_Material supplied_
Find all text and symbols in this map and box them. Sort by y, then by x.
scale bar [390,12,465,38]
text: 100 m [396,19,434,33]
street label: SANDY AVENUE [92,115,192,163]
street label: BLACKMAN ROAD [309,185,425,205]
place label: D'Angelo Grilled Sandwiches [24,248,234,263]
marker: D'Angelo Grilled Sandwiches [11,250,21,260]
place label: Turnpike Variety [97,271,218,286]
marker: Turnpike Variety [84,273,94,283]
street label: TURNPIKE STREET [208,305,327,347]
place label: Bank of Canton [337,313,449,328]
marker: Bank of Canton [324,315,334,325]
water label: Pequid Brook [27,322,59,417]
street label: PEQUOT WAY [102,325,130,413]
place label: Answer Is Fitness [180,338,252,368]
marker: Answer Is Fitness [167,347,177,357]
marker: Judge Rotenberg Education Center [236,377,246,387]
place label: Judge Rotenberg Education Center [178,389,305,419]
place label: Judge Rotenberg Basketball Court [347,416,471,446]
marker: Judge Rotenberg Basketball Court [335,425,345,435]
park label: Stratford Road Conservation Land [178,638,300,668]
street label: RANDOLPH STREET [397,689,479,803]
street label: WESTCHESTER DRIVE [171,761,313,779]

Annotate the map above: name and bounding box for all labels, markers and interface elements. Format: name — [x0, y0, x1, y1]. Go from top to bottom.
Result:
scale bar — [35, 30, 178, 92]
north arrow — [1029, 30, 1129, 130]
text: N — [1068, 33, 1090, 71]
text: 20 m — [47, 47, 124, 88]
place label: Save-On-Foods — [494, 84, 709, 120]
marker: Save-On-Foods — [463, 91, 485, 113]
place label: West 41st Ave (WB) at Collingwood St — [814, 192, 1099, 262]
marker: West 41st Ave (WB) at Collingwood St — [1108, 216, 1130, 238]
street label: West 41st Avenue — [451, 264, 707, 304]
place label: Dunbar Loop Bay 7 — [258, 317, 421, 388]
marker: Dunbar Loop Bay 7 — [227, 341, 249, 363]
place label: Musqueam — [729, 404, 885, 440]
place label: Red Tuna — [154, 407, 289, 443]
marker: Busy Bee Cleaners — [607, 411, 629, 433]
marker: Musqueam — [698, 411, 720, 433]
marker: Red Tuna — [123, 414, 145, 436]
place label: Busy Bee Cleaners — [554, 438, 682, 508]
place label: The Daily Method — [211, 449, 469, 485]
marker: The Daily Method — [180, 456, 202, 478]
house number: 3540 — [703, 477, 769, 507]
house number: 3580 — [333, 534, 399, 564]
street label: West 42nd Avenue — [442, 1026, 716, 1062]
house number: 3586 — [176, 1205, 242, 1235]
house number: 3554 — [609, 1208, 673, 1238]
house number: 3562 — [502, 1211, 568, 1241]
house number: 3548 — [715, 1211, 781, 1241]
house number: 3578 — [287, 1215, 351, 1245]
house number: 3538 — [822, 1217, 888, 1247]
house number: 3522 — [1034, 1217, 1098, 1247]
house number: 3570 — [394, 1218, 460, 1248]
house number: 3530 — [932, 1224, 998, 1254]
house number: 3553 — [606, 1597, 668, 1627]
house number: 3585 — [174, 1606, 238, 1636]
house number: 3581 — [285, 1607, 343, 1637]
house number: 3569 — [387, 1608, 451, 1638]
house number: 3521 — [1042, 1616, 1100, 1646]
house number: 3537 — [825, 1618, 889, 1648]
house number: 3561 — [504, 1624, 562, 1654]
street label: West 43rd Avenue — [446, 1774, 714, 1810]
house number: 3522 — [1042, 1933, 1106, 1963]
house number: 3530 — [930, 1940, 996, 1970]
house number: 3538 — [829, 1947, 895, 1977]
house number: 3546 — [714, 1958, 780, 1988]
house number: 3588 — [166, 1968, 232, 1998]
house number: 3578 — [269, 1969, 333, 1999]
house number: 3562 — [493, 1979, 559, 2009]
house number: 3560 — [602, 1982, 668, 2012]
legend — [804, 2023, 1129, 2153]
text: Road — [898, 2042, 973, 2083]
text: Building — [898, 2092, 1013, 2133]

_Instructions for the task_
Please give the number of lines in the listing that include "Method", with nothing else.

_Task answer_
2